Section 2023.010 describes conduct that qualifies as misuse of the discovery process including failing to respond or submit to an authorized method of discovery, making without substantial justification, an unmeritorious objection to discovery; making an evasive discovery response, and making or opposing, unsuccessfully, and without substantial justification, a motion to compel or to limit discovery.” (Code Civ. Proc., § 2023.010 subds. (d), (e), (f), & (h).)

 

The Court finds that Defendants acted with substantial justification in opposing Plaintiffs’ motion for a protective order. Therefore, Plaintiff’s request for sanctions is DENIED.

 

The Court also DENIES Defendants’ request for sanctions.

 

II.                Motion to Compel Plaintiff’s/Cross-Defendant’s Deposition

 

Defendants move for an order compelling Plaintiff’s deposition and for monetary sanctions in the amount of $4,320.00.

 

Defendants assert that since the filing of this action, Plaintiff has yet to appear for deposition. The parties’ mediation efforts have failed to resolve the issue.

 

Defendants assert that Plaintiff’s deposition was first set for June 17, 2021, but was rescheduled. (Chang Decl. ¶ 2, Ex. 1, 2, & 3.) Plaintiff states the second deposition notice, sent on April 19, 2022, was deficient because Plaintiff’s counsel was not served. (Reed Decl. filed in support of Motion for a Protective Order, Ex. 2.) Defendants sent a third deposition notice on May 20, 2022. (Chang Decl. ¶ 2, Ex. 1, 2, & 3.)

 

Instead of complying with the Deposition notice, Plaintiff’s moved for a protective order seeking to stay her deposition until certain discovery disputes are resolved. Defendants assert that after multiple meet and confer efforts, most discovery disputes have been resolved and there is no good cause as to why discovery should be delayed by granting Plaintiff’s motion for a protective order.

 

The Court finds that even if Defendants delayed in complying with discovery, Plaintiff has failed to use the available enforcement procedures to compel discovery, and granting Plaintiff’s motion for a protective order would only further delay discovery. (See Code Civ.

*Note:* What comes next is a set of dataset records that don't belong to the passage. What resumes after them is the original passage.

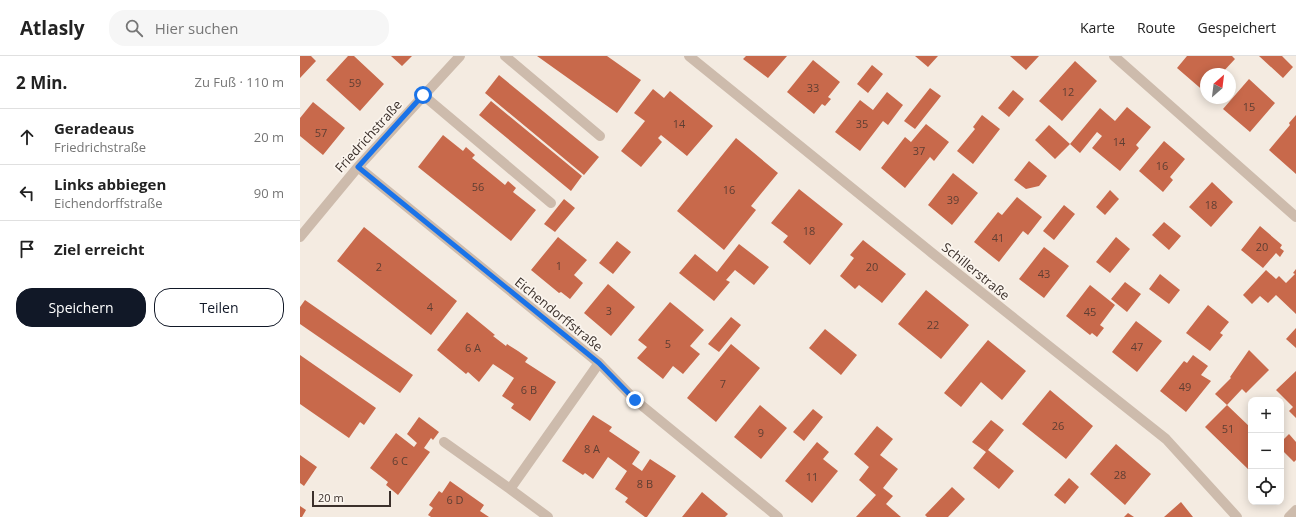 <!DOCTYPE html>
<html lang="de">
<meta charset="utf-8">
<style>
body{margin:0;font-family:"Open Sans",sans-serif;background:#f6f6f6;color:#222}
.controls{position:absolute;right:12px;bottom:12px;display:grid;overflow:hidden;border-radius:8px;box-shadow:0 2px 10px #0003}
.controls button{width:36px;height:36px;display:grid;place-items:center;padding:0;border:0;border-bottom:1px solid #e0e0e0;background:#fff;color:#222;font:20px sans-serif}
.compass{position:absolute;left:900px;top:12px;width:36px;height:36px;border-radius:50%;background:#fff;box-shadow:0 2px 10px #0003;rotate:28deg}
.scale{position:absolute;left:12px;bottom:10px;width:79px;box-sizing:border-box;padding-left:4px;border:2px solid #3b302b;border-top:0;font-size:11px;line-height:14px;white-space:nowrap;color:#3b302b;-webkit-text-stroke:3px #fbf5ee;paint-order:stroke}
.stop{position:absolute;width:12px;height:12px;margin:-9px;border:3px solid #1a73e8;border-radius:50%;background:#fff}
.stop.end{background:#1a73e8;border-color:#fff;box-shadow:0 1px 4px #0008}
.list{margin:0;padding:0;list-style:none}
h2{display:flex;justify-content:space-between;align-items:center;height:52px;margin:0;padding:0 16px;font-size:17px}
h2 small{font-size:13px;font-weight:400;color:#767676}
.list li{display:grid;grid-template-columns:26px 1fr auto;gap:12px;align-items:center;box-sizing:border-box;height:56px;padding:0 16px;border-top:1px solid #e0e0e0}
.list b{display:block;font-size:15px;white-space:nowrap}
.list p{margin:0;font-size:13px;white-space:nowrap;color:#767676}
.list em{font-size:13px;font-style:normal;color:#767676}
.actions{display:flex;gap:8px;padding:12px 16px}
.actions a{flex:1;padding:9px 0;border:1px solid #111827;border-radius:16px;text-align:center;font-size:14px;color:#111827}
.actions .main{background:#111827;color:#fff}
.icon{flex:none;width:22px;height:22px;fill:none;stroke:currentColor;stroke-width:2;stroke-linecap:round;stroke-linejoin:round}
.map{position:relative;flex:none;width:996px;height:461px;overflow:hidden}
header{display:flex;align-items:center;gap:24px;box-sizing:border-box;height:56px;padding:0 20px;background:#fff;border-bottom:1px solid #e0e0e0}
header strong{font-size:19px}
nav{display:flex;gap:22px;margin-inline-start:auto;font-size:14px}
.search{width:280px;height:36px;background:#f6f6f6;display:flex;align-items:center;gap:10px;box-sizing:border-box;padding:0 14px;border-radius:16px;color:#767676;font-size:15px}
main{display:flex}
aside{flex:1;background:#fff}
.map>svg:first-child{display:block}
.building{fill:#c8694b}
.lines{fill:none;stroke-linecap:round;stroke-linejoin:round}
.service{stroke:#cdbbac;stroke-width:10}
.minor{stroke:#cdbbac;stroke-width:10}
.route{stroke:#1a73e8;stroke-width:5}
.labels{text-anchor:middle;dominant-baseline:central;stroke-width:3.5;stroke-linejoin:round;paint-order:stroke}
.number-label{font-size:11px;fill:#5e3e33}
.street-label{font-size:13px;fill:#3b302b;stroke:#fbf5ee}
</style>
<header>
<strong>Atlasly</strong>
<div class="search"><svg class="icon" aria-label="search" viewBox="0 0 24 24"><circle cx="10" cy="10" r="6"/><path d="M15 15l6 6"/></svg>Hier suchen</div>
<nav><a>Karte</a><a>Route</a><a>Gespeichert</a></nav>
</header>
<main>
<aside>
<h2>2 Min.<small>Zu Fuß · 110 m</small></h2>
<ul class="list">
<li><svg class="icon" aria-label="ahead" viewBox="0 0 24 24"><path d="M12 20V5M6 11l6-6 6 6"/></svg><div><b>Geradeaus</b><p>Friedrichstraße</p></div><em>20 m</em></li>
<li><svg class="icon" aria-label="left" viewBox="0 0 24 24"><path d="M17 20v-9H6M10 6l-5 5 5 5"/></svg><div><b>Links abbiegen</b><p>Eichendorffstraße</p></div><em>90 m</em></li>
<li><svg class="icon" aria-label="arrive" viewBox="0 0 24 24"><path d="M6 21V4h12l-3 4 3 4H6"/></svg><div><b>Ziel erreicht</b></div></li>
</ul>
<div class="actions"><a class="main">Speichern</a><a>Teilen</a></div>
</aside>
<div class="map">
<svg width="996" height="461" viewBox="0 0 996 461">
<rect width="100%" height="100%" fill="#f4ebe1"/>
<path class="building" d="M0 0H11L16 5 0 22Z
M48 0H54L84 28 60 55 26 24Z
M91 0H112L102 10Z
M237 0H307L341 24 317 57Z
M446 0H487L468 22 443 3Z
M615 0H638L628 11Z
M710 0H739L726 14Z
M887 0H932L935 3 921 18H906V37L877 12Z
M959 0H982L993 11 983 22Z
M513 4 540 26 528 41 531 43 525 50 522 48 514 58 487 36Z
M775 5 797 25 762 65 739 45Z
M572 9 583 18 568 37 557 28Z
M199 19 299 101 284 119 185 37Z
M949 23 975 47 950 76 923 53Z
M630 32 641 40 615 73 604 65Z
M353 33 364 42 370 35 413 70 387 100 361 79 358 82 362 86 341 111 321 95 345 65 334 57Z
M713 34 724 43 709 61 698 52Z
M587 36 603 49 588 69 583 65 560 95 535 76 560 44 573 54Z
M191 45 282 120 271 135 179 59Z
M13 46 45 72 23 99 0 80V62Z
M827 51 851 71 836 89 839 92 820 115 792 92 802 80 797 76 780 97 770 88 800 52 815 65Z
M682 59 700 73 673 108 657 95 675 73 673 71Z
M996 59V118L969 94 990 69 989 67Z
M626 68 649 86 634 105 630 101 605 132 581 112 605 81 611 86Z
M749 69 770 88 755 103 735 84Z
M143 79 163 95 166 91 175 99 172 102 205 129 208 125 216 132 213 136 236 154 211 185 118 111Z
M436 82 478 117 451 150 456 154 424 194 377 155Z
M864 85 885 103 870 121 873 124 863 136 839 115Z
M729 105 747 120 739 130 726 133 714 124Z
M653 117 678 137 652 169 628 149Z
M912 126 933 146 911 171 889 151Z
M499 133 543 168 510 209 483 186 488 180 471 167Z
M810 134 819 143 805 159 796 151Z
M717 141 742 161 728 179 723 175 699 206 674 186 698 156 702 159Z
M264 143 275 152 255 176 244 168Z
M764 149 775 158 754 184 743 175Z
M864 166 881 180 869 194 852 179Z
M960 170 982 189 980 192 984 195 980 201 976 197 963 212 941 194Z
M64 171 157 245 131 279 37 205Z
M258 181 287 204 274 219 283 227 270 243 261 236 259 237 231 214Z
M816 181 830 193 810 217 796 206Z
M563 184 606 218 582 247 559 229 555 233 540 220 554 202 550 199Z
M317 185 331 196 313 218 299 207Z
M439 188 469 211 454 229 435 214 426 224 430 226 414 245 379 217 395 198 417 216Z
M744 191 769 210 744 242 719 223Z
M996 213V258L976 239 968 247 960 240 952 248 943 239 966 214 976 223 979 220 986 227 995 218 993 217Z
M860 218 880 234 869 248 849 233Z
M825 226 841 238 827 256 811 243Z
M308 228 335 251 311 280 284 257Z
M790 229 815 249 800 269 804 272 797 281 792 277 790 279 766 260Z
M626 234 669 269 641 303 598 268Z
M5 244 113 319 100 337 0 268V251Z
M370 246 404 274 390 290 400 298 383 318 373 310 363 323 337 302 347 291 338 284Z
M908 249 929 266 920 277 923 279 910 295 886 277Z
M167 256 195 279 193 280 206 290 207 288 218 295 228 302 225 306 256 326 230 365 211 352 214 348 202 340 214 322 193 308 179 326 168 316 166 318 137 294Z
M431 261 441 269 419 296 408 288Z
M836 265 862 285 837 316 812 296Z
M996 272V292L986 283Z
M525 273 557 299 541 319 509 292Z
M688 284 726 315 702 344 681 326 661 351 644 337Z
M431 288 460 312 416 366 387 342Z
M949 294 969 314 946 337 942 333 927 349 915 338 931 322 930 321Z
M0 299 76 352 64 369 60 366 49 382 0 348Z
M893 299 908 310 901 319 911 325 886 356 860 335 884 305 887 307Z
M996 315V362L989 355 993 351 976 334Z
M750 334 793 370 766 403 722 368Z
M460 349 487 372 461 403 434 381Z
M927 349 951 372V416L905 371Z
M513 353 523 361 504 385 493 376Z
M293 359 312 371 309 375 340 396 332 408 342 415 350 403 376 420 347 461H345L325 446 328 442 315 433 327 415 308 401 293 423 285 417 283 419 262 405Z
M119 361 139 376 133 384 131 382 124 392 130 396 98 439 86 429 88 426 70 412 96 377 114 391 117 387 107 378Z
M691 364 704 374 688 394 714 415 699 433 673 412 686 396 672 386Z
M577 370 593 383 580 399 598 413 583 432 593 440 586 448 601 461H556L576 439 559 424 569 411 554 398Z
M989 378 996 386V404L994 406 981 393V386Z
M517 386 529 396 523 403 538 415 512 447 485 425Z
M816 388 851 418 825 449 790 418Z
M0 399 17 411 4 430 0 427Z
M769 422 779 431 765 448 754 439Z
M150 425 184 449 180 455 189 461H131L128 459 133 452 129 449 139 435 142 437Z
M652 431 665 443 648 461H627L625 459Z
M402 436 428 458 425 461H382Z
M881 446 893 461H864Z
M0 450 6 454 2 461H0Z
M828 457 834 461H824Z"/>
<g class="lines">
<path class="service" d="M205 0 300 80
M123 39 251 147
M144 386 210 433 299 307
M210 433 248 461"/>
<path class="minor" d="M389 0 632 197 866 383 937 461
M814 0 996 161
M58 111 299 307 335 344 478 461
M0 181 58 111 160 0
M989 461 996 454"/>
</g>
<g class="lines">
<path class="route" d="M123 39 58 111 299 307 335 344"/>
</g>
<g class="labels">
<g class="number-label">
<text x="55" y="26">59</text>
<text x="513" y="31">33</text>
<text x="768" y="35">12</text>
<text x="949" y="50">15</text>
<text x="379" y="67">14</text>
<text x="562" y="67">35</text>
<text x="21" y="76">57</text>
<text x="819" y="85">14</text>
<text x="619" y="94">37</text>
<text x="862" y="109">16</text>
<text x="178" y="130">56</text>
<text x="429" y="133">16</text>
<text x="653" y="143">39</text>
<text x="911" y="148">18</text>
<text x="509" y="174">18</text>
<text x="698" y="181">41</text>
<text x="962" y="190">20</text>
<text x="259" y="209">1</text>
<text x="79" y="210">2</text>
<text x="572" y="210">20</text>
<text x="744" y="217">43</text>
<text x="130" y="250">4</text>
<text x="309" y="254">3</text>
<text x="790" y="255">45</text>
<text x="633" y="268">22</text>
<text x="368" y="287">5</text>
<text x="837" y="290">47</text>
<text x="173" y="291">6 A</text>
<text x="423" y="327">7</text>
<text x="885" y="330">49</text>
<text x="229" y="333">6 B</text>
<text x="758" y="369">26</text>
<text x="928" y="372">51</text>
<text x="461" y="376">9</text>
<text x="292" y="392">8 A</text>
<text x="100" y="404">6 C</text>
<text x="820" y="418">28</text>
<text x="512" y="420">11</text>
<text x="345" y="427">8 B</text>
<text x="155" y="443">6 D</text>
</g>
<g class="street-label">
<text transform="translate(68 80) rotate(-48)">Friedrichstraße</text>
<text transform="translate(676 215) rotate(39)">Schillerstraße</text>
<text transform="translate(259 258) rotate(39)">Eichendorffstraße</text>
</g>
</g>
</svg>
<div class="controls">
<button>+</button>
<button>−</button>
<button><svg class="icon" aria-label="locate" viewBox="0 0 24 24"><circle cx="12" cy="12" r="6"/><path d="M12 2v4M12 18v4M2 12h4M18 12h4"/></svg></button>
</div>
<svg class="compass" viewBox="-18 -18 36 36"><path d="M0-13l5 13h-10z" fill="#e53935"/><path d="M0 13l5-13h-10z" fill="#767676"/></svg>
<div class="scale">20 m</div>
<div class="stop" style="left:123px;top:39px"></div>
<div class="stop end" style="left:335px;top:344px"></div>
</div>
</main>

Proc., § 2019.020 subd. (a).)

 

Therefore, the Court GRANTS Defendant’s Motion to Compel.

 

Request for Sanctions

 

Although sanctions under section 2025.450 are mandatory, sanctions will not be imposed if “the court finds that the one subject to the sanction acted with substantial justification or that other circumstances make the imposition of the sanction unjust.” (Code Civ. Proc., § 2025.450 subd. (g)(1).) 

 

The Court finds that Plaintiff failed to show she acted with substantial in failing to appear for deposition or that circumstances exist that make the imposition of sanctions unjust. Therefore, sanctions are warranted.

 

Defendants’ notice of sanctions sought $4,320.00 in sanctions against Plaintiff. (Code Civ. Proc., § 2023.040.) Defense counsel’s hourly rate is $450.00 per hour. (Chang Decl. 10.) Counsel represents she spent 4.6 hours researching, preparing, and drafting the moving papers and reviewing the relevant exhibits in support of this motion. (Id.) Counsel anticipates sending an additional 5.0 hours drafting a reply and attending the hearing on this motion. (Id.)

 

The Court finds the amount billed is excessive given the lack of complexity of the motion and GRANTS Defendants’ request for sanctions, against Plaintiff, in the amount of $1,575.00 for 3.5 hours of work billed at a rate of $450.00 per hour.

 

The Court DENIES Plaintiff’s request for SANCTIONS.

 

Conclusion

 

1)                  Plaintiff’s Motion for a Protective Order and Order Setting Discovery Sequence is DENIED. The Court also DENIES Plaintiff’s and Defendants’ request for sanctions in connection to the Motion for a Protective Order and Order Setting Discovery Sequence.

 

2)                  The Court GRANTS Defendants’ Motion to Compel the Deposition of Plaintiff/Cross-Defendant. The Court also GRANTS Defendants’ request for sanctions against Plaintiff in the amount of $1,575.00. The Court DENIES Plaintiff’s request for sanctions.